As you can read from our previous post, the first phase of the dating game can be seen as a search effort, similar to checking out various products before we know the quality range available in the market. Checking out an additional product provides you with a knowledge gain about the quality range. But, as the range is given, and won’t expand with searching, the benefit of getting to know an additional item – or person, rather – diminishes with each person met.  At the same time, the cost of meeting another person stays the same, for each and every additional person met. In your case, this cost is rather high.

Usually, a rational person stops searching when the additional benefit of meeting another person has diminished so far that it is equal to the cost of meeting another person. In your case, if we leave everything as it is, this situation would actually occur rather early. You would date few people before you settle, because the cost is just so high. In other words, you are readier to commit than some of your fellow daters.

This in itself makes you quite eligible for the other gender. Women tend to get serious with men who are ready to get serious.

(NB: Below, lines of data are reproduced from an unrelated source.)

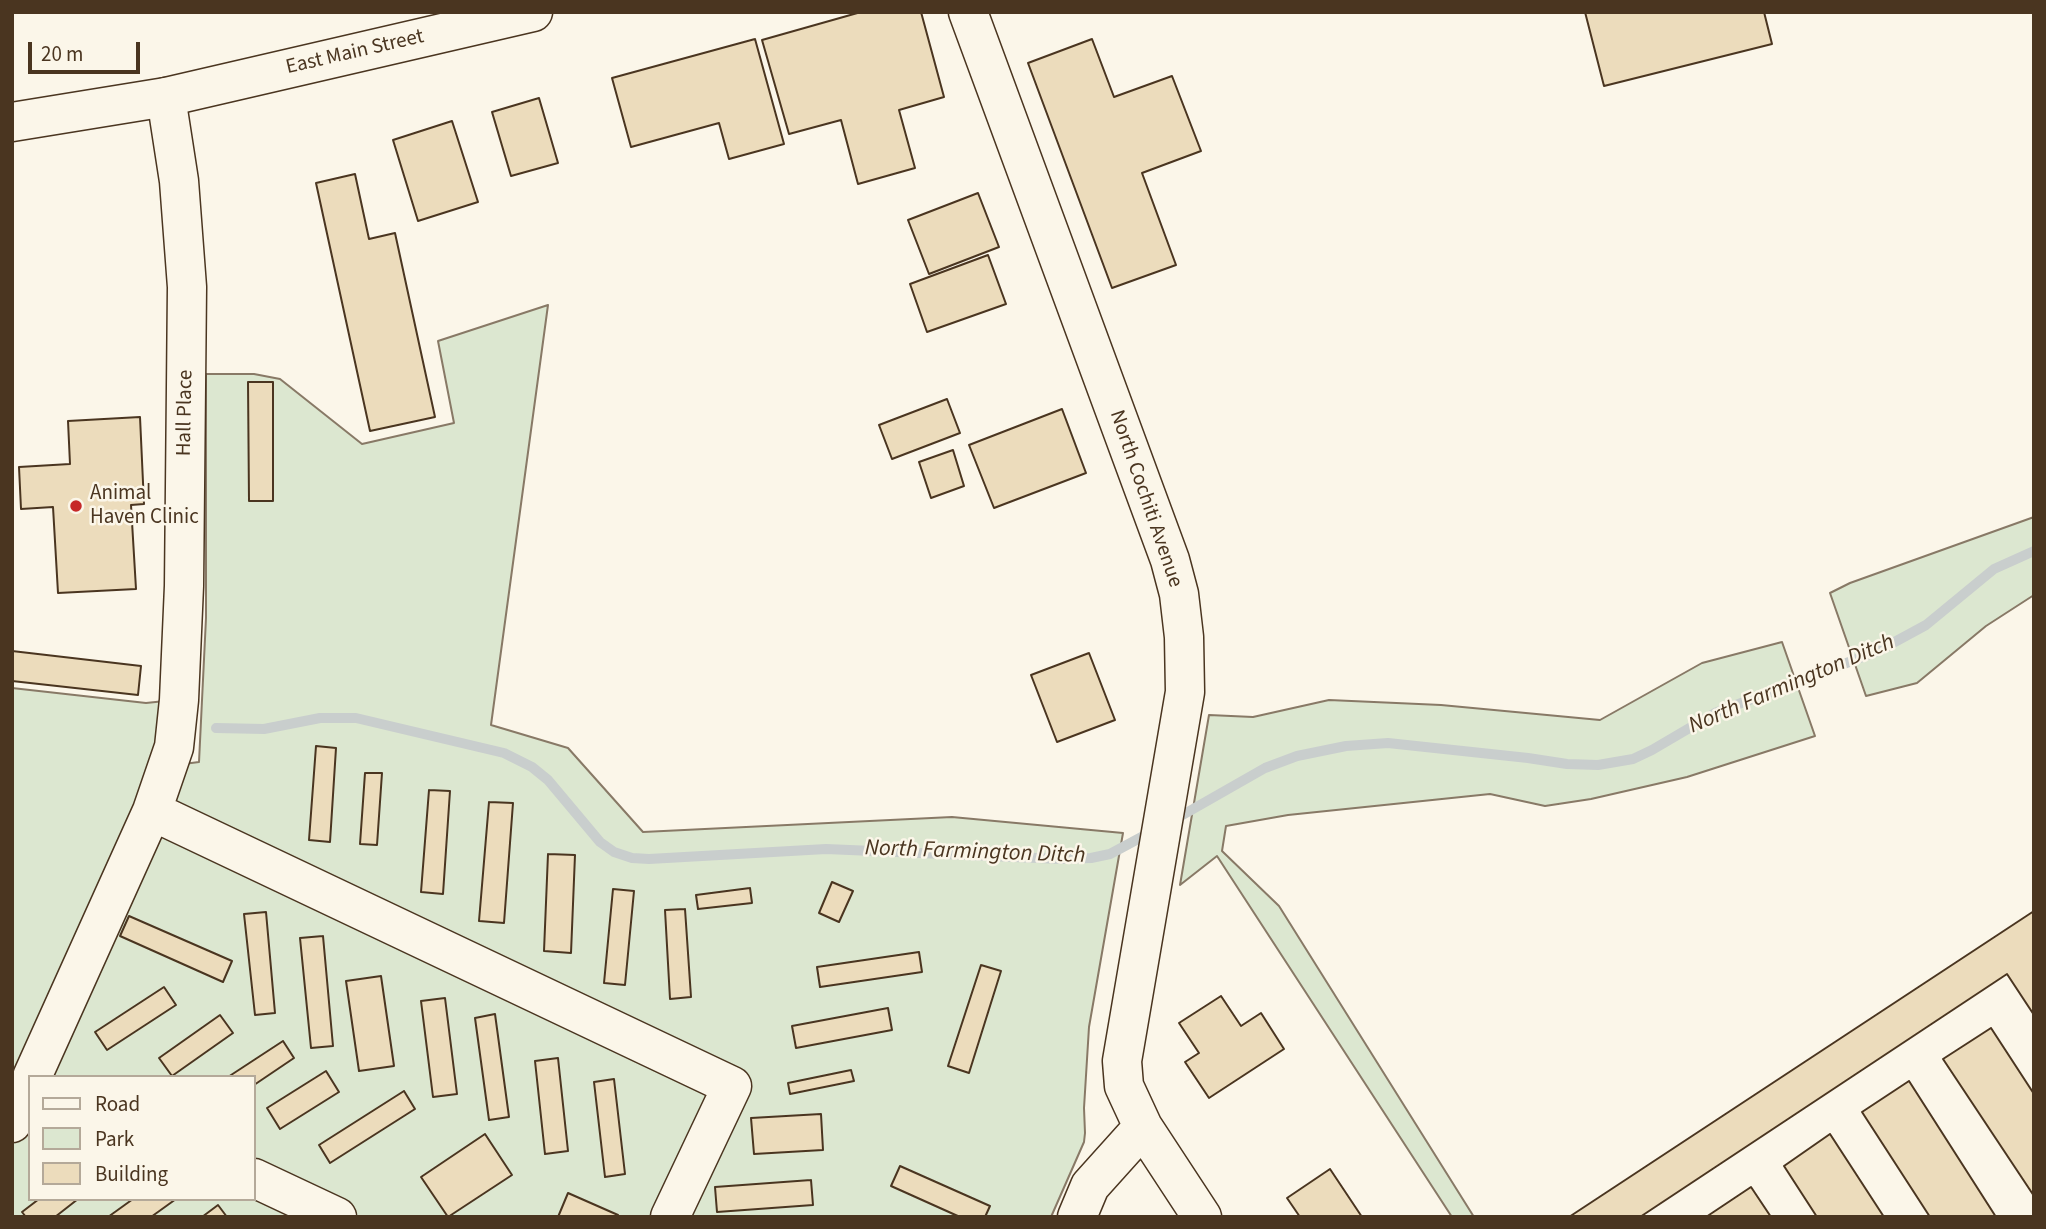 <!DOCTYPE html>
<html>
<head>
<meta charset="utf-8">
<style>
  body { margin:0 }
  #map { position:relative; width:2046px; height:1229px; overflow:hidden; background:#fbf6e9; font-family:"Source Sans 3",sans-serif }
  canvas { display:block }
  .frame { position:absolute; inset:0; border:14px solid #4a3520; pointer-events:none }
  .legend { position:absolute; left:28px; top:1075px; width:228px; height:126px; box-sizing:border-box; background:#fbf6e9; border:2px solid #b4a999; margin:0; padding:9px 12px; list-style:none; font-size:21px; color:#4a3520 }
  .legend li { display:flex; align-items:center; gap:14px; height:35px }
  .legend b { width:35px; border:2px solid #b4a999 }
  .scale { position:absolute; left:28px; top:42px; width:112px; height:32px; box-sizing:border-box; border:4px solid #4a3520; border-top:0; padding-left:9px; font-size:21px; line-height:24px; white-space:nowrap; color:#4a3520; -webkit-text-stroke:5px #fbf6e9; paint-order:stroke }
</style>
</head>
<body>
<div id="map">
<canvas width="2046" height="1229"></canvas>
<div class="frame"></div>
<ul class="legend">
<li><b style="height:9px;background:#fbf6e9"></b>Road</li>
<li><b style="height:19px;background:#dce7d0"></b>Park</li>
<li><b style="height:19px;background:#ecdcbc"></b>Building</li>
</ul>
<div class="scale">20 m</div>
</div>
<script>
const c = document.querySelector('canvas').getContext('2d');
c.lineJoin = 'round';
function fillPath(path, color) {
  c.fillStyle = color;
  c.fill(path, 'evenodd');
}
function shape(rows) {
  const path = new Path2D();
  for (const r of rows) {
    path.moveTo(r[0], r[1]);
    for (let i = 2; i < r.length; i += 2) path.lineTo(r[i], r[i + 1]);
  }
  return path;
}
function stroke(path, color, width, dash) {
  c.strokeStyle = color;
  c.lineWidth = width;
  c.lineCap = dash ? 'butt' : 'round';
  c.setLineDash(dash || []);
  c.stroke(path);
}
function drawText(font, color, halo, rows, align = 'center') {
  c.font = font + ' "Source Sans 3",sans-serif';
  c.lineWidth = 5;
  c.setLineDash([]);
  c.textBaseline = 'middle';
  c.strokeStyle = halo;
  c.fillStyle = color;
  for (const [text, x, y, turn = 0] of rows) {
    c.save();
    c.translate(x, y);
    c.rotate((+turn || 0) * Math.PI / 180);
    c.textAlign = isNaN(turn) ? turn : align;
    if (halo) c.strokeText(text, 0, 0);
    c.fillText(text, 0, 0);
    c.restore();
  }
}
const green = shape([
  [548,305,491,725,568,748,643,832,952,817,1123,833,1089,1027,1084,1108,1085,1133,1084,1142,1051,1217,12,1217,12,688,146,703,165,701,153,768,199,762,206,618,206,374,254,374,280,379,362,444,454,423,438,341,548,305],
  [30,1077,254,1077,254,1199,30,1199,30,1077],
  [2034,517,2034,595,1986,626,1917,683,1866,696,1830,593,1850,583,2034,517],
  [1782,642,1815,736,1687,777,1591,799,1545,806,1490,794,1288,815,1226,826,1222,851,1279,906,1474,1217,1452,1217,1217,856,1180,885,1209,715,1253,717,1329,700,1441,705,1600,720,1702,663,1782,642]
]);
fillPath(green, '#dce7d0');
stroke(green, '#887966', 2);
stroke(shape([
  [216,728,264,729,320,718,356,718,504,753,532,767,548,780,600,842,614,852,632,858,649,859,826,849,1061,859,1091,858,1110,854,1151,832],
  [1172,821,1265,768,1297,756,1346,746,1388,743,1528,758,1567,764,1598,765,1633,759,1652,750,1715,713,1878,651,1926,625,1994,569,2034,551]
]), '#c9cecd', 10);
const building = shape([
  [861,12,921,12,944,97,899,110,915,168,858,184,841,120,789,134,762,40,861,12],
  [1585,12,1764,12,1772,44,1604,86,1585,12],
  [755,39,784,144,729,159,719,123,631,147,612,78,755,39],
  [1092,39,1114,97,1172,76,1201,151,1142,173,1176,265,1112,288,1028,63,1092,39],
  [539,98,558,163,511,176,492,112,539,98],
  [452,121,478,202,418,221,393,140,452,121],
  [355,174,369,239,395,233,435,417,370,431,316,183,355,174],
  [978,193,999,247,929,274,908,220,978,193],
  [988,255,1006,304,927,332,910,284,988,255],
  [248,382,273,382,273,501,249,501,248,382],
  [947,399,960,433,892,459,879,425,947,399],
  [1062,409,1086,473,994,508,969,445,1062,409],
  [140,417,144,504,131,505,136,589,58,593,53,507,21,509,19,467,70,464,68,421,140,417],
  [953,450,964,486,931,498,919,462,953,450],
  [12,651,141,666,138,695,12,681,12,651],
  [1089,653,1115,720,1057,742,1031,675,1089,653],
  [316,746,336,748,330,842,309,840,316,746],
  [365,773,382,773,377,845,360,844,365,773],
  [429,790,450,791,443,894,421,892,429,790],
  [489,802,513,803,504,923,479,921,489,802],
  [548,854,575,855,571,953,544,951,548,854],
  [832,882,853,891,839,922,819,913,832,882],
  [750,888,752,903,698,909,696,895,750,888],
  [613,889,634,891,625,985,604,983,613,889],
  [685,909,691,997,670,999,665,910,685,909],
  [2034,911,2034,1015,2007,974,1640,1217,1569,1217,2034,911],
  [266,912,275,1013,255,1015,244,914,266,912],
  [129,916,232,961,223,982,120,936,129,916],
  [323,936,333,1046,311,1048,300,938,323,936],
  [919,952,922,972,820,987,817,967,919,952],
  [981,965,1001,971,969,1073,948,1066,981,965],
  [381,976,394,1066,359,1071,346,981,381,976],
  [164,987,176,1005,107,1050,95,1032,164,987],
  [1221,996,1241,1026,1261,1013,1284,1049,1209,1098,1185,1062,1199,1053,1179,1023,1221,996],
  [445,998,457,1094,433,1097,421,1001,445,998],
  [888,1008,892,1030,796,1048,792,1026,888,1008],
  [495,1014,509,1117,489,1120,475,1018,495,1014],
  [220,1015,233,1033,172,1076,159,1058,220,1015],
  [1991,1028,2034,1094,2034,1196,1943,1059,1991,1028],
  [283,1041,294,1058,254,1085,254,1077,228,1077,283,1041],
  [558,1058,568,1151,545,1154,535,1061,558,1058],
  [851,1070,854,1081,790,1094,788,1083,851,1070],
  [326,1071,339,1092,280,1129,267,1108,326,1071],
  [614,1079,625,1174,605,1177,594,1082,614,1079],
  [1909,1081,1996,1217,1930,1217,1862,1112,1909,1081],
  [404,1091,415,1109,330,1163,319,1145,404,1091],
  [821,1114,823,1150,754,1154,751,1118,821,1114],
  [485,1134,512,1175,448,1217,421,1177,485,1134],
  [1830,1134,1884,1217,1817,1217,1784,1166,1830,1134],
  [900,1166,990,1206,985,1217,960,1217,891,1186,900,1166],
  [1330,1169,1362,1217,1300,1217,1287,1198,1330,1169],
  [811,1180,813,1205,717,1212,715,1187,811,1180],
  [1751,1187,1771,1217,1706,1217,1751,1187],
  [568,1193,618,1215,617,1217,558,1217,568,1193],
  [39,1199,78,1199,55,1217,26,1217,22,1212,39,1199],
  [133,1199,176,1199,151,1217,108,1217,133,1199],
  [218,1205,227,1217,202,1217,218,1205]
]);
fillPath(building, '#ecdcbc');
stroke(building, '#4a3520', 2);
const minor = shape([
  [968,12,1170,560,1179,594,1184,637,1185,692,1122,1061,1124,1086,1143,1127,1202,1217],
  [152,811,732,1086,670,1217],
  [32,1077,152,811,174,747,179,700,184,586,187,287,179,181,166,97],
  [12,1123,30,1083],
  [254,1178,337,1217],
  [1077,1217,1090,1186,1143,1127]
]);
const major = shape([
  [12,122,166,97,533,12]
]);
stroke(minor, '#4a3520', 41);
stroke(major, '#4a3520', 41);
stroke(minor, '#fbf6e9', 38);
stroke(major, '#fbf6e9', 38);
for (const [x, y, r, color] of [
  [76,506,7,"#c62828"]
]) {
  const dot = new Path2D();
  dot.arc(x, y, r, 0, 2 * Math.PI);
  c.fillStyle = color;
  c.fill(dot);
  stroke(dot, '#fbf6e9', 2.5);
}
drawText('21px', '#4a3520', '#fbf6e9', [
  ["East Main Street",355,53,-13],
  ["Hall Place",186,413,-89],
  ["North Cochiti Avenue",1145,499,71]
]);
drawText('21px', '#4a3520', '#fbf6e9', [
  ["Animal",90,494],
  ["Haven Clinic",90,518]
], 'left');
drawText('italic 23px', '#4a3520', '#fbf6e9', [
  ["North Farmington Ditch",1792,685,-23],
  ["North Farmington Ditch",975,853,2]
]);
</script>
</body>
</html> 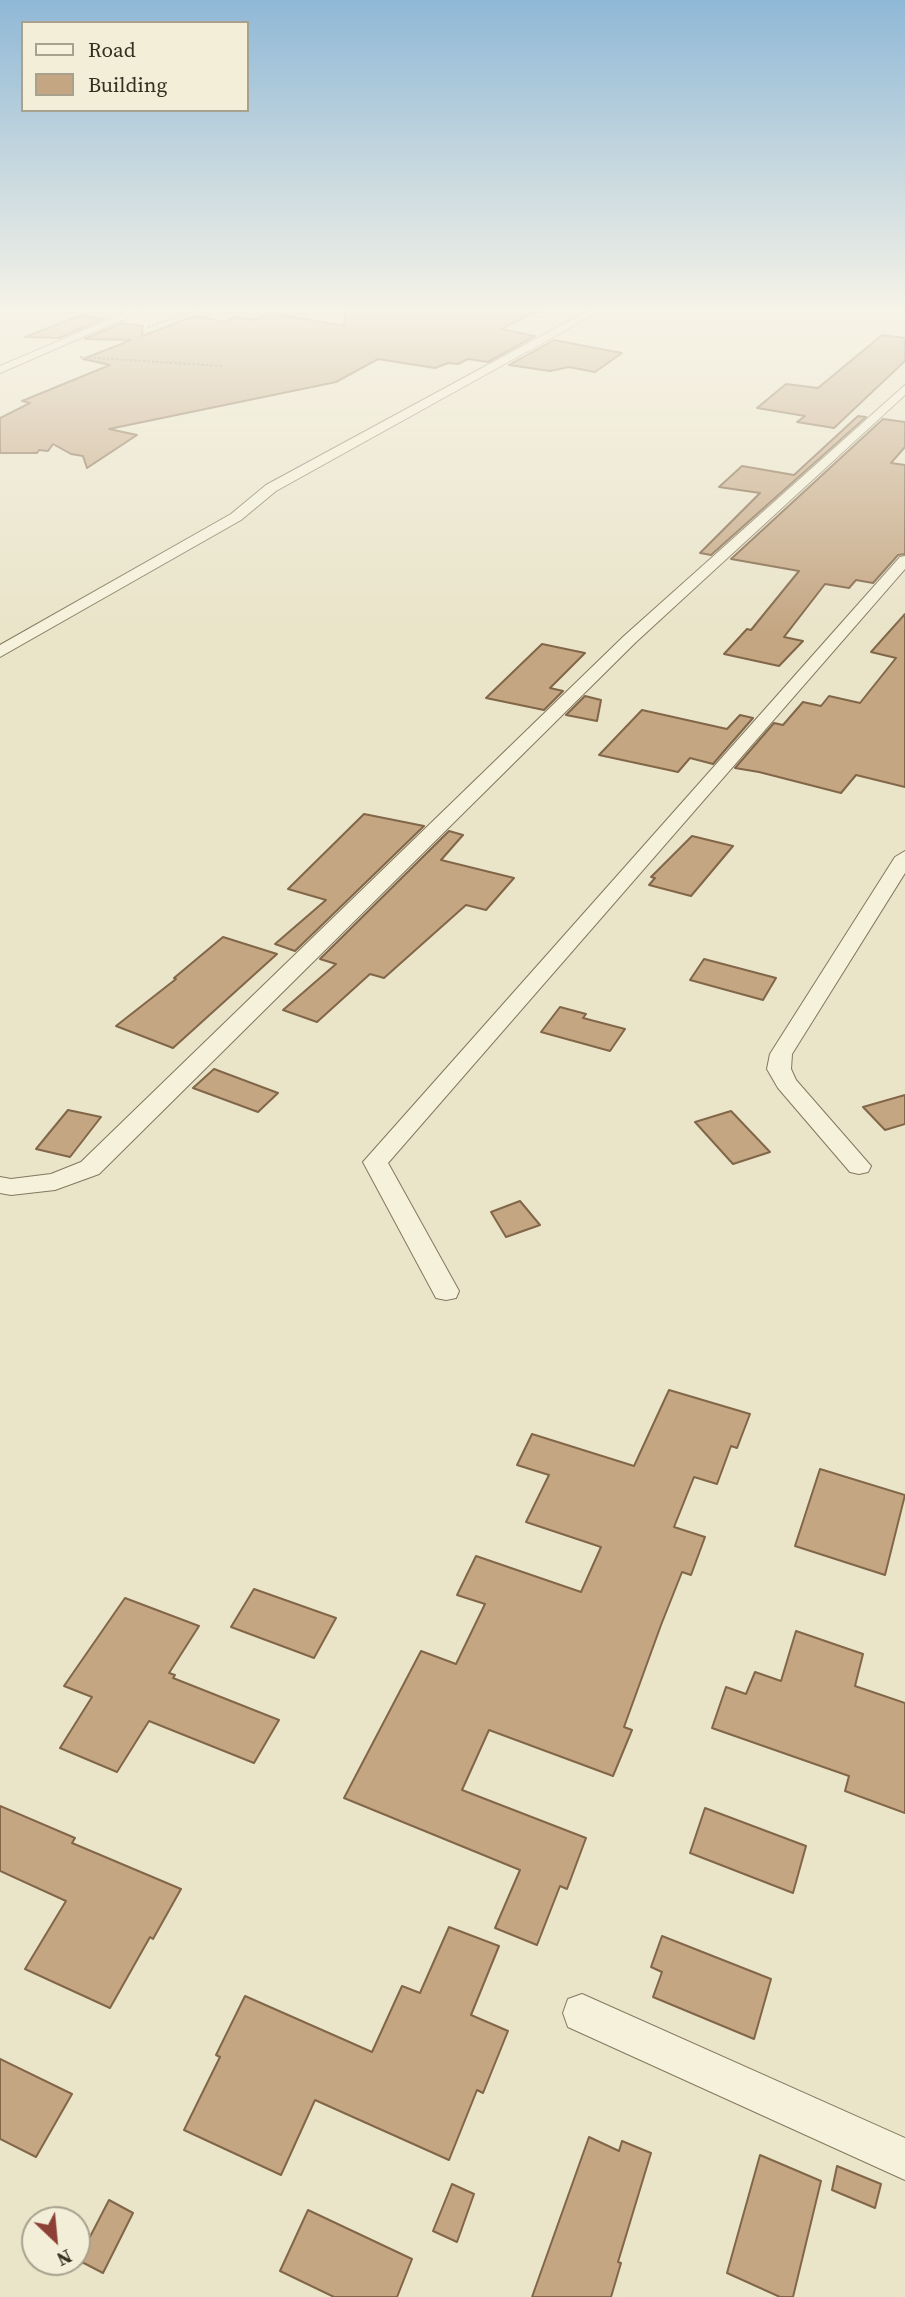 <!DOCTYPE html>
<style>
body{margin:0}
#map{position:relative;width:905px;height:2297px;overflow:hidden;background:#eae4c9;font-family:"Source Serif 4",serif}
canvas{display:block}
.legend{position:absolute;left:21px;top:21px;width:228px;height:91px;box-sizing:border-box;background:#f2eed7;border:2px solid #a7a18e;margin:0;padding:9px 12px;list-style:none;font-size:21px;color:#362e21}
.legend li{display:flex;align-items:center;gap:14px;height:35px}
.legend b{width:35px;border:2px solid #a7a18e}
.north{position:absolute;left:21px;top:2206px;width:70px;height:70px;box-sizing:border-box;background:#f2eed7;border:2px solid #a7a18e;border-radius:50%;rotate:154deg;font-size:19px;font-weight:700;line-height:28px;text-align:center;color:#362e21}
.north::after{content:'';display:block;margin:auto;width:24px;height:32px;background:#8d4036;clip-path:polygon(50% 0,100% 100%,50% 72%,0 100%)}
</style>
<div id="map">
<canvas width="905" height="2297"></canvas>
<ul class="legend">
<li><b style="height:9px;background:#f5f1db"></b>Road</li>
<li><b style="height:19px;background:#c4a683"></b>Building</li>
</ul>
<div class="north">N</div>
</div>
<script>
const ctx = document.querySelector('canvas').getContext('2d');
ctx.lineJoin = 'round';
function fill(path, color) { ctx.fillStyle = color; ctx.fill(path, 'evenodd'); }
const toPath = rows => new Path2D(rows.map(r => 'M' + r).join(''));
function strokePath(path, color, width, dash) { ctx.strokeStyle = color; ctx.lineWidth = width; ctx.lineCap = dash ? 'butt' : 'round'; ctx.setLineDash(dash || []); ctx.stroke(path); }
const building = toPath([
 [345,310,539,310,501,329,535,336,488,362,468,359,458,364,448,363,435,368,378,359,336,382,109,429,137,435,87,468,83,456,71,454,53,444,48,451,39,450,37,453,0,453,0,418,30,403,22,401,110,365,83,359,131,340,85,339,122,323,143,326,142,336,195,316,225,322,235,317,253,320,272,313,344,326,345,310],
 [81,315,103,319,59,338,25,337,81,315],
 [882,335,905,338,905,361,834,428,797,422,805,416,757,408,786,384,818,388,882,335],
 [554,340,622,353,595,372,569,367,550,371,509,365,554,340],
 [858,416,866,417,711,555,700,553,760,493,719,487,742,466,794,475,858,416],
 [883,419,905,422,905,447,891,463,905,465,905,554,898,555,873,583,856,580,849,588,825,584,784,637,803,641,779,666,724,654,747,629,751,630,799,571,731,559,883,419],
 [905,614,905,787,856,775,841,793,759,772,735,768,774,723,783,725,803,702,821,706,829,696,860,703,896,658,871,652,905,614],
 [542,644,585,653,550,688,563,691,544,710,486,698,542,644],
 [585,696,601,700,597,721,566,715,585,696],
 [642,710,727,729,740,715,753,718,713,764,690,758,678,772,599,755,642,710],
 [364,814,424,826,295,951,275,944,326,900,288,889,364,814],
 [449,831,463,835,441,860,514,878,486,910,466,905,384,978,370,974,317,1022,283,1010,336,964,320,959,449,831],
 [692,836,733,846,691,896,649,885,655,878,651,877,692,836],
 [223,937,277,954,173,1048,116,1026,176,979,174,978,223,937],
 [704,959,776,978,763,1000,690,980,704,959],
 [560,1007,586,1014,583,1018,625,1029,610,1051,541,1032,560,1007],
 [214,1069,278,1093,258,1112,193,1088,214,1069],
 [905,1095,905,1124,885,1130,863,1107,905,1095],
 [68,1110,101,1117,70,1157,36,1149,68,1110],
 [731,1111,770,1152,733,1164,695,1122,731,1111],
 [520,1201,540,1225,506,1237,491,1212,520,1201],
 [669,1390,750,1414,737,1448,731,1446,717,1484,694,1477,674,1527,705,1537,691,1575,682,1572,661,1625,624,1727,632,1730,613,1776,489,1730,462,1790,586,1838,567,1889,560,1886,537,1945,495,1928,520,1870,344,1798,421,1651,456,1664,485,1604,457,1595,476,1556,581,1592,601,1547,526,1522,549,1475,517,1465,532,1434,634,1466,669,1390],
 [820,1469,905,1495,885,1575,795,1546,820,1469],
 [254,1589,336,1618,314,1658,231,1627,254,1589],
 [125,1598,199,1626,169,1673,175,1675,173,1678,279,1720,254,1763,149,1721,117,1772,60,1748,92,1697,64,1686,125,1598],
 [796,1631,863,1654,855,1686,905,1703,905,1813,845,1791,849,1776,712,1728,726,1687,746,1694,755,1672,781,1681,796,1631],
 [0,1806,75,1838,72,1843,181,1889,153,1939,150,1937,110,2008,25,1969,66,1901,0,1871,0,1806],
 [705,1808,806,1846,793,1893,690,1853,705,1808],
 [449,1927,499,1946,471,2015,508,2031,483,2093,477,2090,449,2160,315,2100,281,2175,184,2130,220,2057,216,2055,245,1996,372,2052,402,1986,420,1993,449,1927],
 [662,1936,771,1979,754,2039,653,1997,662,1972,651,1967,662,1936],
 [0,2059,72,2094,36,2157,0,2139,0,2059],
 [589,2137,619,2151,622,2141,651,2153,618,2262,621,2263,611,2297,532,2297,589,2137],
 [760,2155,821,2181,793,2297,780,2297,727,2273,760,2155],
 [837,2166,881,2184,875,2208,832,2190,837,2166],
 [452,2184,474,2194,457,2242,433,2231,452,2184],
 [109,2200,133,2213,103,2273,78,2260,109,2200],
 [308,2210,412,2259,397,2297,334,2297,280,2271,308,2210]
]);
fill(building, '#c4a683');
strokePath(building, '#816648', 2);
const street = toPath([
 [131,310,145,310,0,373,0,366,131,310],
 [589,310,602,310,276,491,241,520,0,657,0,645,231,514,266,485,589,310],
 [905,385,905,395,636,642,99,1174,55,1190,11,1195,0,1193,0,1177,11,1179,51,1174,81,1162,624,636,905,385],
 [905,556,905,569,388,1163,459,1291,456,1298,446,1300,436,1298,363,1162,900,557,905,556],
 [905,851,905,873,792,1054,791,1069,796,1080,871,1166,868,1172,859,1174,850,1172,778,1088,767,1069,770,1054,895,857,905,851],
 [582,1994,905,2138,905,2180,568,2027,563,2013,568,1999,582,1994]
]);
strokePath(street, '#84785f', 2);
strokePath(toPath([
 [518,310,517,313,542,318],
 [148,327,197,310],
 [80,357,223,366]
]), '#84785f', 2, [2.5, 2]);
fill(street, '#f5f1db');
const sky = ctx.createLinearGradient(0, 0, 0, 632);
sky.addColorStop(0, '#8fb8d6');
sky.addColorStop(0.49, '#f6f3e7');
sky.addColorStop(1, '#f6f3e700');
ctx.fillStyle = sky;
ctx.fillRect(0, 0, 905, 632);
</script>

On the other hand, we don’t have to leave everything as it is. You can lower your search costs, e.g. by using online dating, matching services, newspaper ads; and also, old-fashioned but effective: drawing on family and friends networks. If you want to maximize your search efforts even further, target your outings from the Guys’ Enclave towards places where you are likely to find many women: kindergartens, spas, cosmetic and shoe shops, aerobics, dance and yoga classes, classical music concerts, church and synagogue, and book clubs, just to name a few. Also, if you weren’t in a Guys’ Enclave previously, think back to that time and the women you knew then: anybody you would like to get back in touch with?  – Go for it (as long as she’s still free and not an ex) and reap the benefit of previously invested search expenditure.  – We don’t promise miracles, but the above efforts should dramatically improve your likelihood of meeting Mrs. Right.  FYI, Dr de Bergerac and her spouse (re)met like that, when actually already well past thirty, and so did a couple among their friends.

Now that we have more or less devised a strategy, let’s look at the likely outcome of a situation like yours. Being the majority gender may actually not be the worst thing (depending on the ratio..) especially if you are a guy. It is true that usually, the ‘outnumbered’ gender is the secret winner of a gender ratio out of sync, enjoying the competition for their favours, and dictating the market rules. So if more men compete for less women, the women dictate the rules. Turns out that in a dating market, that is not the worst thing. Joshua Angrist of the MIT found out that in communities where men outnumber women, there are more marriages, men earn generally more and parents of young children earn more. (How do Sex Ratios Affect Marriage and Labor Markets?, QJE 2002) Looks like in some areas of life, it’s ok to have the rules written by the ladies…

In any case, best of luck, and check back in with your success story.